Focusing the telescope is fairly easy. Imagine you are taking a picture with your phone and the screen is blurry when you first go to take it. You then tap the screen or point it at an object, and the thing that you are photographing comes into focus. It’s the same idea for astrophotography just with some more technical processes that differ based on the telescope you are using. Most observatories will actually have a telescope guide, which is a set of instructions for how to carry out certain steps using that specific telescope and accompanying software. Once we have the telescope focused, we can now actually point it at Andromeda.

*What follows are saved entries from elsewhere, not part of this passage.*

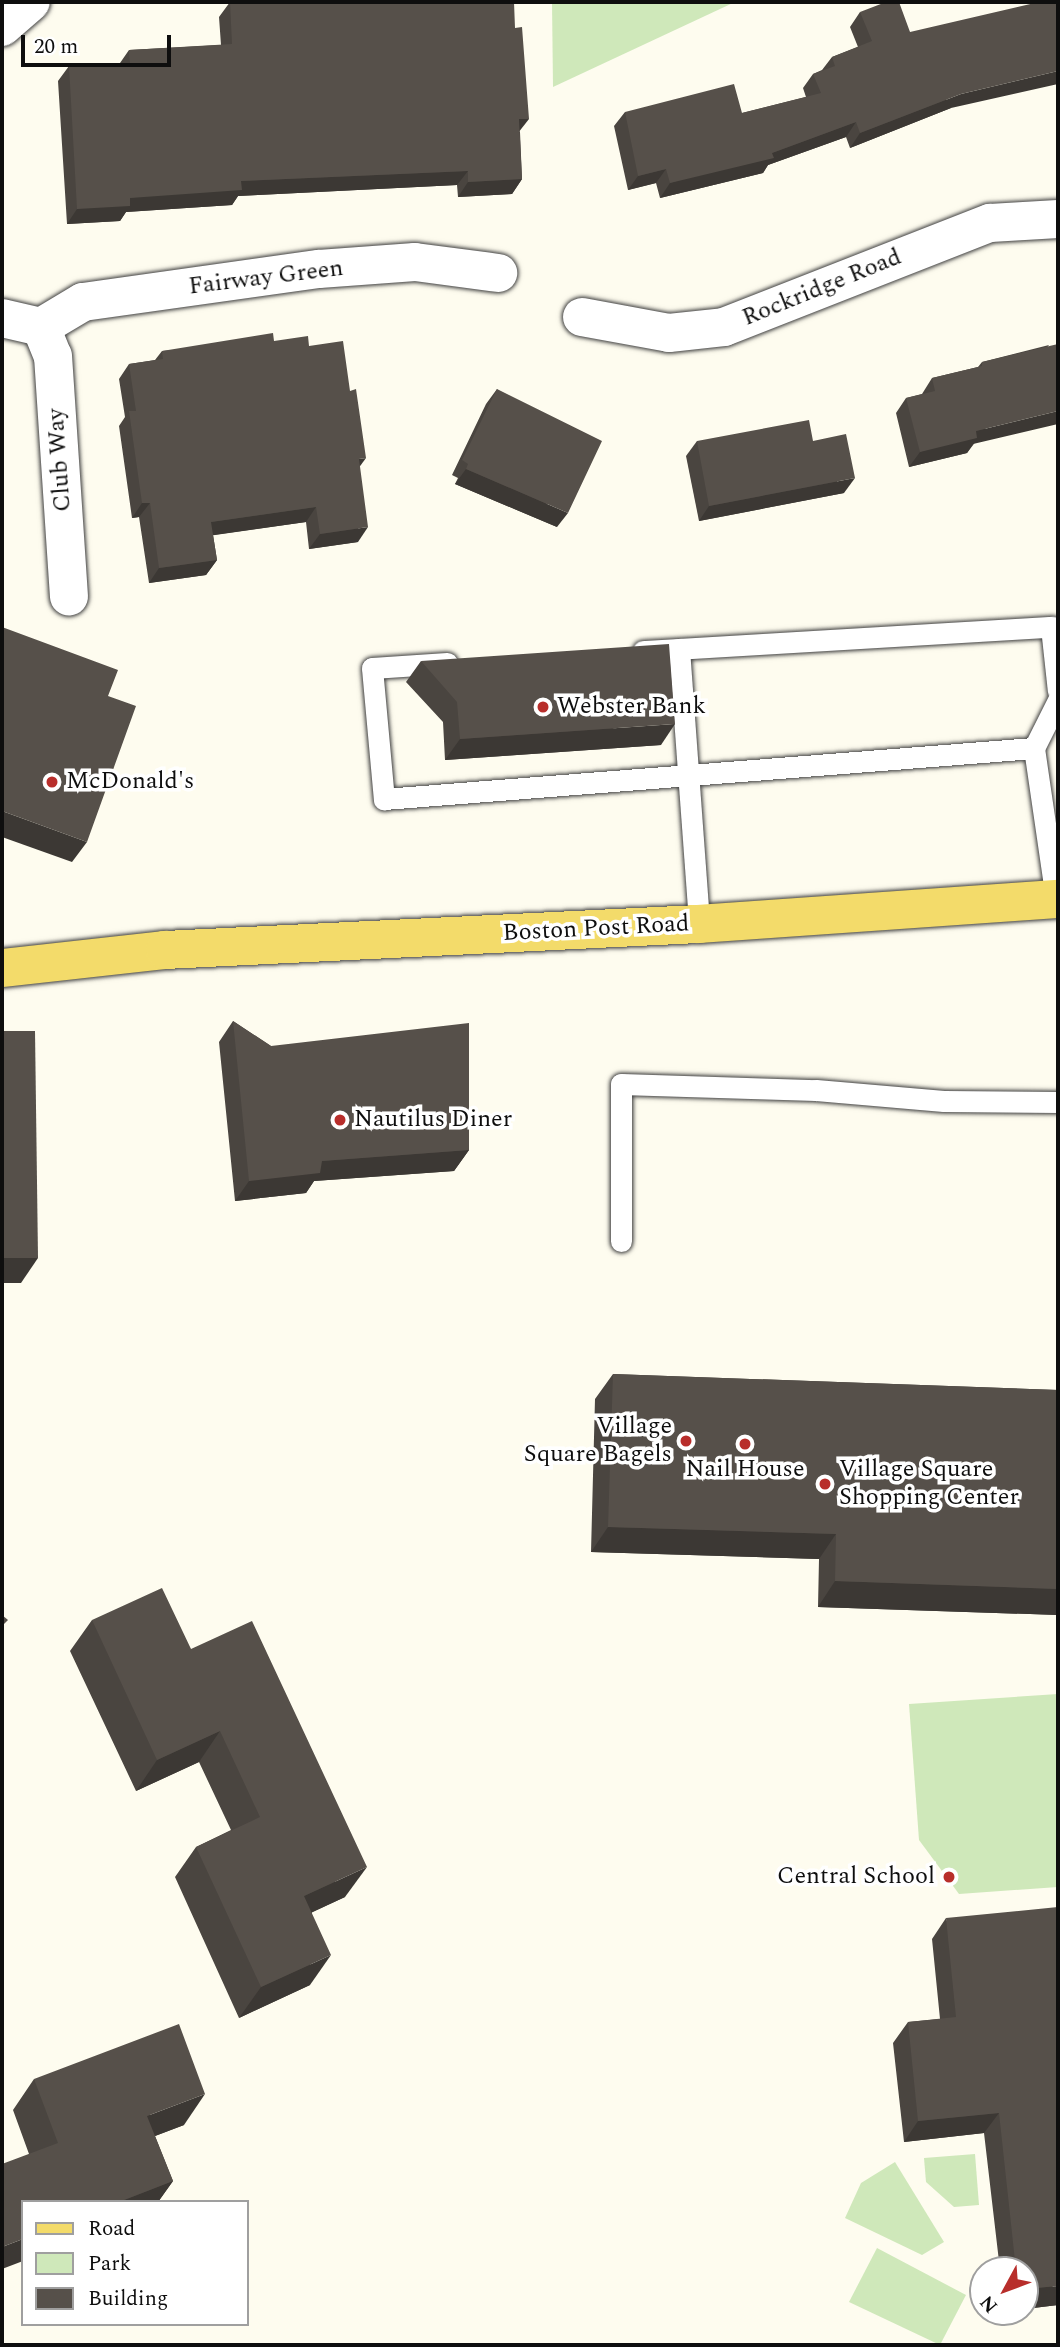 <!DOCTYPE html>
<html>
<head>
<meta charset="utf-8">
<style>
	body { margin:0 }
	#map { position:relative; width:1060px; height:2347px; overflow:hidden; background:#fefcef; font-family:Spectral,serif }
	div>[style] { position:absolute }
	.green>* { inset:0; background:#cfe8ba }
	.roads { filter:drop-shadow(0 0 2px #414141) drop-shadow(0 0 2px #414141) }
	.service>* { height:21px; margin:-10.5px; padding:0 10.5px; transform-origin:10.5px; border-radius:10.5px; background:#fff }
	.minor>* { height:38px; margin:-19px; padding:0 19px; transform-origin:19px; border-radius:19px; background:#fff }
	.primary>* { height:38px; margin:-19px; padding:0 19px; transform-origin:19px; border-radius:19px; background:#f3db6a }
	.wall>* { inset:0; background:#4a4540 }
	.shaded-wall>* { inset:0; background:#3c3834 }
	.building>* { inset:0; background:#56504a }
	.dots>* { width:19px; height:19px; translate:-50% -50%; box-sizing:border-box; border:4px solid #fff; border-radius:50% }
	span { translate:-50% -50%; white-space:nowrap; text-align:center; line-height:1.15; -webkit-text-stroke:7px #fff; paint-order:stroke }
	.street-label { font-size:24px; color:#0e0e0e }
	.poi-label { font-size:24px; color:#0e0e0e }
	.left { translate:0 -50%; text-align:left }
	.right { translate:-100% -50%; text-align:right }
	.frame { position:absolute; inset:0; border:4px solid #0e0e0e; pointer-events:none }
	.legend { position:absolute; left:21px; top:2200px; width:228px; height:126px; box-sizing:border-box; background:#fff; border:2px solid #9f9f9f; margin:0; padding:9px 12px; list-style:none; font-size:21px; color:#0e0e0e }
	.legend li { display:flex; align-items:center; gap:14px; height:35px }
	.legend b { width:35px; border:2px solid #9f9f9f }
	.north { position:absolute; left:969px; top:2256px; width:70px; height:70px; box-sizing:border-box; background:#fff; border:2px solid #9f9f9f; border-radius:50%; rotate:229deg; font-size:19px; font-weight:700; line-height:28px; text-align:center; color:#0e0e0e }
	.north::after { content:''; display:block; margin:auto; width:24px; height:32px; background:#b82e2b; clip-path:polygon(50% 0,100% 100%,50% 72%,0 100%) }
	.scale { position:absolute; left:21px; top:35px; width:150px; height:32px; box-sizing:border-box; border:4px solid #0e0e0e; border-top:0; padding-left:9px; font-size:21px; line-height:24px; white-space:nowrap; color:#0e0e0e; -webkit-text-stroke:5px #fff; paint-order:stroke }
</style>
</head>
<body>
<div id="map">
	<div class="green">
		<i style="clip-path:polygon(552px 2px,735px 2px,553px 87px)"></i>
		<i style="clip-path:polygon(1058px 1694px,1058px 1887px,959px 1894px,919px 1840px,909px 1704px)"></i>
		<i style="clip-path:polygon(975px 2154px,979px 2205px,954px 2207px,926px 2182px,924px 2158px)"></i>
		<i style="clip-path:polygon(895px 2162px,944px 2242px,922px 2255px,845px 2218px,861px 2183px)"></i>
		<i style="clip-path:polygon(877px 2248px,966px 2295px,940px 2345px,849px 2302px)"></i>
	</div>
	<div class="roads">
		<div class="service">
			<i style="left:679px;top:649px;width:276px;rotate:85.8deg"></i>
			<i style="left:643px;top:651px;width:409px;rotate:-3.4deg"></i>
			<i style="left:1051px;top:627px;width:64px;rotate:83.8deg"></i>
			<i style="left:447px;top:663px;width:75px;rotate:176.2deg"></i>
			<i style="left:372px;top:668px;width:132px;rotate:84.8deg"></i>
			<i style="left:384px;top:799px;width:652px;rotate:-4.49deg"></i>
			<i style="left:1056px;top:899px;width:153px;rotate:-98.3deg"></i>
			<i style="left:1034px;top:748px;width:54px;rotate:-63.4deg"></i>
			<i style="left:621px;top:1241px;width:157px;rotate:-90deg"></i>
			<i style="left:621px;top:1084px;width:195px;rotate:1.8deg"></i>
			<i style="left:816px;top:1090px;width:128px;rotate:4.9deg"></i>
			<i style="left:944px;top:1101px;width:114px;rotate:0.5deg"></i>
		</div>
		<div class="minor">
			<i style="left:2px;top:27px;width:38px;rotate:-41deg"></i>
			<i style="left:582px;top:317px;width:88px;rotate:10.4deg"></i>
			<i style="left:669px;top:333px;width:55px;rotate:-6.2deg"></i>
			<i style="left:724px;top:327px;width:286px;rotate:-21.4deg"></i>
			<i style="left:990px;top:223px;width:68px;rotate:-3.4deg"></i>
			<i style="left:2px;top:318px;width:40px;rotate:13deg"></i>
			<i style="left:41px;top:327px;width:49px;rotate:-30.8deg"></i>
			<i style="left:83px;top:302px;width:238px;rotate:-8deg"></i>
			<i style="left:319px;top:269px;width:96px;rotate:-4.2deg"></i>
			<i style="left:415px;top:262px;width:84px;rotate:7.5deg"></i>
			<i style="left:41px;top:327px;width:31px;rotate:68deg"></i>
			<i style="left:53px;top:356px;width:241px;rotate:86.2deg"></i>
		</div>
		<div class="primary">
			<i style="left:2px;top:968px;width:164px;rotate:-6.3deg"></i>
			<i style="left:165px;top:950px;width:535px;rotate:-2.79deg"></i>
			<i style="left:699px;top:924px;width:360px;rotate:-4deg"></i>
		</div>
	</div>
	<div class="wall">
		<i style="clip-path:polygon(230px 2px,371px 4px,520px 132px,522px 179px,512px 194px,458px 197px,457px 185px,238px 196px,232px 205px,126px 212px,120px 221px,67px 224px,58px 81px,69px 66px,120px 63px,129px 50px,221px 45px,219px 17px)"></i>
		<i style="clip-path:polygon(860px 12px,910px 32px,951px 108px,850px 148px,846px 137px,768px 165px,763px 173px,660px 198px,656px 183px,628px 190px,614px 126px,625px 112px,742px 113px,806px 97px,803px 88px,813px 74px,822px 70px,832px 57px,858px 47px,850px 27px)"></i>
		<i style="clip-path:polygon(274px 341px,309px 346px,360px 466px,358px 542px,309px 549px,306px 522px,213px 535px,217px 560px,206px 575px,149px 583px,139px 517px,132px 518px,119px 426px,125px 417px,119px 379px,129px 364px,155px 360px,162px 351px)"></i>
		<i style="clip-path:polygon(1049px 345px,967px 453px,909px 467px,896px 413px,906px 398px,922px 394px,932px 378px,978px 367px,982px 362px)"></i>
		<i style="clip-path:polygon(497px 389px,557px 527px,455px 484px,458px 478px,452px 475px,486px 404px)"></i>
		<i style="clip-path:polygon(697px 441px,813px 441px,844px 493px,699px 521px,686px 456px)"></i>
		<i style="clip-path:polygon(421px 661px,661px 745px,445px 760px,443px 722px,406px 682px)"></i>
		<i style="clip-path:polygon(233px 1021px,271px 1046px,469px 1150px,454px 1171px,314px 1181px,306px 1193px,235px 1201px,219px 1042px)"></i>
		<i style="clip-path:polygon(613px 1374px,1058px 1390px,1058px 1615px,818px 1607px,819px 1559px,591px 1552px,595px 1399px)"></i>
		<i style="clip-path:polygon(92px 1620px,191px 1649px,345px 1897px,312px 1912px,310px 1985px,239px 2018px,175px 1877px,196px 1847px,231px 1830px,199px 1762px,136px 1791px,70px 1651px)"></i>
		<i style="clip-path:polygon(946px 1918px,1058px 2305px,1025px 2309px,1025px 2270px,1000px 2270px,984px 2133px,904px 2142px,893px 2043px,908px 2022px,940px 2019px,932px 1939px)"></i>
		<i style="clip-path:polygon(34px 2079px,184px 2125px,155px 2136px,173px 2181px,158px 2202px,23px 2202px,29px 2154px,13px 2110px)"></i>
	</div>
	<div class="shaded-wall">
		<i style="clip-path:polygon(1058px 71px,1058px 84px,951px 108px,850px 148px,860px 133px,961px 94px)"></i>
		<i style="clip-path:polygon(519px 119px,529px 119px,518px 133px)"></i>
		<i style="clip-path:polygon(856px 122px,846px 137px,768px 165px,763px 173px,660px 198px,670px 183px,772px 153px)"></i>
		<i style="clip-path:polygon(666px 169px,656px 183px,628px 190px,638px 176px)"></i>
		<i style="clip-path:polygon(468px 171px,457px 185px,238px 196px,232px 205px,126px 212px,120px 221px,67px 224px,77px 209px,130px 198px,241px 181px)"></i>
		<i style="clip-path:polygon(522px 179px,512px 194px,458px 197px,468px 182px)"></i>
		<i style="clip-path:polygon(1058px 411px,1058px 424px,973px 444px,967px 453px,909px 467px,920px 452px,976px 431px)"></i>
		<i style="clip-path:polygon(366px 458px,355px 473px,359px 459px)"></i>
		<i style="clip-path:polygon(466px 469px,568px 513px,557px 527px,455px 484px)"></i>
		<i style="clip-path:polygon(855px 478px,844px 493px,699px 521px,709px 506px)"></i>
		<i style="clip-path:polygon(142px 503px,150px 503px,139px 517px,132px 518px)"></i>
		<i style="clip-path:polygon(316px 507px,306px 522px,201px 537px,211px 522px)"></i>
		<i style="clip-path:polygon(368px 527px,358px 542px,309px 549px,320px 534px)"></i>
		<i style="clip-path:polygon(217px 560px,206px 575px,149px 583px,159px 568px)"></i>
		<i style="clip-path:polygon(675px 724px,661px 745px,445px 760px,460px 739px)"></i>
		<i style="clip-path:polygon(2px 811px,87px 842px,72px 862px,2px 837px)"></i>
		<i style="clip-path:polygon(469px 1150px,454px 1171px,314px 1181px,306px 1193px,235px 1201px,249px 1181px,322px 1161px)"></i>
		<i style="clip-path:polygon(2px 1258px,38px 1258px,21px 1283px,2px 1283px)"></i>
		<i style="clip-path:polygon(608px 1527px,836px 1534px,819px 1559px,591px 1552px)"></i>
		<i style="clip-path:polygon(835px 1581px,1058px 1589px,1058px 1615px,818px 1607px)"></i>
		<i style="clip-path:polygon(220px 1731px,199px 1762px,136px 1791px,157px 1760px)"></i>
		<i style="clip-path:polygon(367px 1867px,345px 1897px,283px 1926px,304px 1896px)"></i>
		<i style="clip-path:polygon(331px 1955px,310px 1985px,239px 2018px,261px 1987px)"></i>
		<i style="clip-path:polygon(205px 2094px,184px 2125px,126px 2147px,147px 2116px)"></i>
		<i style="clip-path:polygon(999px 2113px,984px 2133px,904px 2142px,918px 2121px)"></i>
		<i style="clip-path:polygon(173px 2181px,158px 2202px,119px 2202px)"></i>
		<i style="clip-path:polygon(23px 2239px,23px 2261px,2px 2269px,2px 2247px)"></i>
		<i style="clip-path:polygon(1058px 2286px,1058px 2305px,1025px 2309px,1025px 2289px)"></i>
	</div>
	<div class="building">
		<i style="clip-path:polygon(230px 2px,371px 2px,371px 4px,412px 2px,514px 2px,515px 28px,522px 27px,529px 119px,519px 119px,522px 179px,468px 182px,468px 171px,241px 181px,242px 190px,130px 198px,130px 206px,77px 209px,69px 66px,130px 63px,129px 50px,232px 44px)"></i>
		<i style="clip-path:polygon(886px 2px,899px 2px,910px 32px,1039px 2px,1058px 2px,1058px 71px,961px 94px,860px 133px,856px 122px,772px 153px,774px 158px,670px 183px,666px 169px,638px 176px,625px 112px,734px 84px,742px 113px,821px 93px,813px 74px,835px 66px,832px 57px,872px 41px,860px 12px)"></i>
		<i style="clip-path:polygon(273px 333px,274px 341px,308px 336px,309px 346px,343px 341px,350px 391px,356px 389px,366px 458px,359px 459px,368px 527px,320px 534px,316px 507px,211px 522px,217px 560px,159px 568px,150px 503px,142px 503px,129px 411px,136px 411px,129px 364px,163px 359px,162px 351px)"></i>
		<i style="clip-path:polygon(1058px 344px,1058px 411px,976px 431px,977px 438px,920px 452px,906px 398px,935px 391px,932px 378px,982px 366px,982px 362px)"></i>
		<i style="clip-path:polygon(497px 389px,602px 441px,568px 513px,466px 469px,468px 464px,462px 460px)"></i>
		<i style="clip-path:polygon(809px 420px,813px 441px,846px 434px,855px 478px,709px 506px,697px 441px)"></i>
		<i style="clip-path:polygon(2px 627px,118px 670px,108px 696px,136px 706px,87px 842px,2px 811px)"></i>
		<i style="clip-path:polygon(669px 644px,675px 724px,460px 739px,457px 702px,421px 661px)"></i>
		<i style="clip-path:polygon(233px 1021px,271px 1046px,469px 1023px,469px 1150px,322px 1161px,320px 1173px,249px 1181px)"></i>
		<i style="clip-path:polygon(2px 1031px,35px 1031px,38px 1258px,2px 1258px)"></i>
		<i style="clip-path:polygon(613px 1374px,1058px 1390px,1058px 1589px,835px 1581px,836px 1534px,608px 1527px)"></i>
		<i style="clip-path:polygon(162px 1588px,191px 1649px,252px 1621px,367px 1867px,304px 1896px,331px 1955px,261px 1987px,196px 1847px,260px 1817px,220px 1731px,157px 1760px,92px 1620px)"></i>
		<i style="clip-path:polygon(2px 1615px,8px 1620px,2px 1626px)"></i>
		<i style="clip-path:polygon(1058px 1907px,1058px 2286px,1025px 2289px,1025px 2270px,1016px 2270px,999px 2113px,918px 2121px,908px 2022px,956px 2017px,946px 1918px)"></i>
		<i style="clip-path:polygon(179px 2024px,205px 2094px,147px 2116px,173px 2181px,119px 2202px,23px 2202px,23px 2239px,2px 2247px,2px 2164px,58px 2143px,34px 2079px)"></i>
	</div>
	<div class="dots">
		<i style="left:543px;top:707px;background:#b82e2b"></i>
		<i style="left:52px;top:782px;background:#b82e2b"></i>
		<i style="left:340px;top:1120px;background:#b82e2b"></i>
		<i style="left:686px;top:1441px;background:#b82e2b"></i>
		<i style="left:745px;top:1444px;background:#b82e2b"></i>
		<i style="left:825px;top:1484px;background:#b82e2b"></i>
		<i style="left:949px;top:1877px;background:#b82e2b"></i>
	</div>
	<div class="street-label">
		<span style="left:266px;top:278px;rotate:-7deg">Fairway Green</span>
		<span style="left:822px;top:288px;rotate:-22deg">Rockridge Road</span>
		<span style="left:60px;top:460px;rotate:-94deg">Club Way</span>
		<span style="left:596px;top:929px;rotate:-3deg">Boston Post Road</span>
	</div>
	<div class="poi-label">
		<span class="left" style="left:557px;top:707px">Webster Bank</span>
		<span class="left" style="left:66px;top:782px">McDonald's</span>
		<span class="left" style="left:354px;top:1120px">Nautilus Diner</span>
		<span class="right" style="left:672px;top:1441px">Village<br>Square Bagels</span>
		<span style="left:745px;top:1470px">Nail House</span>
		<span class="left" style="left:839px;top:1484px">Village Square<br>Shopping Center</span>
		<span class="right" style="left:935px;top:1877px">Central School</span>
	</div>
	<div class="frame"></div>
	<ul class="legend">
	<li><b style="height:9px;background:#f3db6a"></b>Road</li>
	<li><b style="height:19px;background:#cfe8ba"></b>Park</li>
	<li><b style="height:19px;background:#56504a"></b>Building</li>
	</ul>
	<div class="north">N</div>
	<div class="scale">20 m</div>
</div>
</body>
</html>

This second step can sometimes be the most frustrating. When we put our coordinates into the telescope, it almost never points perfectly where we want it to. There is almost always a degree of error. In other words, the Chapter 3. Life Science
telescope thinks that it is pointed at Andromeda when it is actually pointing to a patch of sky close to Andromeda. To correct this, we must take a quick exposure and compare the stars we see to the stars near Andromeda. You can use any kind of sky map, but for our case we used a program called Starry Night. Once we figure out where we are actually pointing, we just keep moving the telescope and taking quick exposures (roughly 5 Seconds) until we are in the right spot. Lastly, we set the telescope to tracking so that we can take exposures without our galaxy shifting out of frame as the night goes on. Once everything is set up, we can take our exposures. Depending on the stability of the telescope you are using and the natural noise of the camera, these exposures should be anywhere from 1-30 minutes. In our case, we started by taking one or two five-minute exposures before moving on to ten-minute exposures when our data looked good. Then it just becomes a waiting game. The goal is to get as much exposure time as possible. For our image, we didn’t really feel like staying up until 6 am, so we took about two and a half hours of total exposure time. Finally, we were left with 15-20 raw frames that we then used in our post processing to render our final image.
Post Processing and Results
The first two steps in post processing are generating a master flat and a master bias. It is very common to have dust particles on the lens of our camera. By generating a master flat, we are given a frame that is only dust particles (see figure 3). This way, we can apply it to our Andromeda image and subtract everything in our master flat from our image, effectively removing any spots. A master bias is a little more complicated, but just as relevant. Any kind of electronics gives off heat to run. When taking long exposures this inherent heat from running our camera can affect the whole frame. This is what we call a camera’s ‘noise.’ It is similar to black and white static on an old TV screen. To remove this, all we do is take a zero-second exposure to see the noise of the camera. By having nothing in our frames, we are left with just the noise that the camera gives off. Now we are able to take our two master frames and subtract them from our original exposures of Andromeda.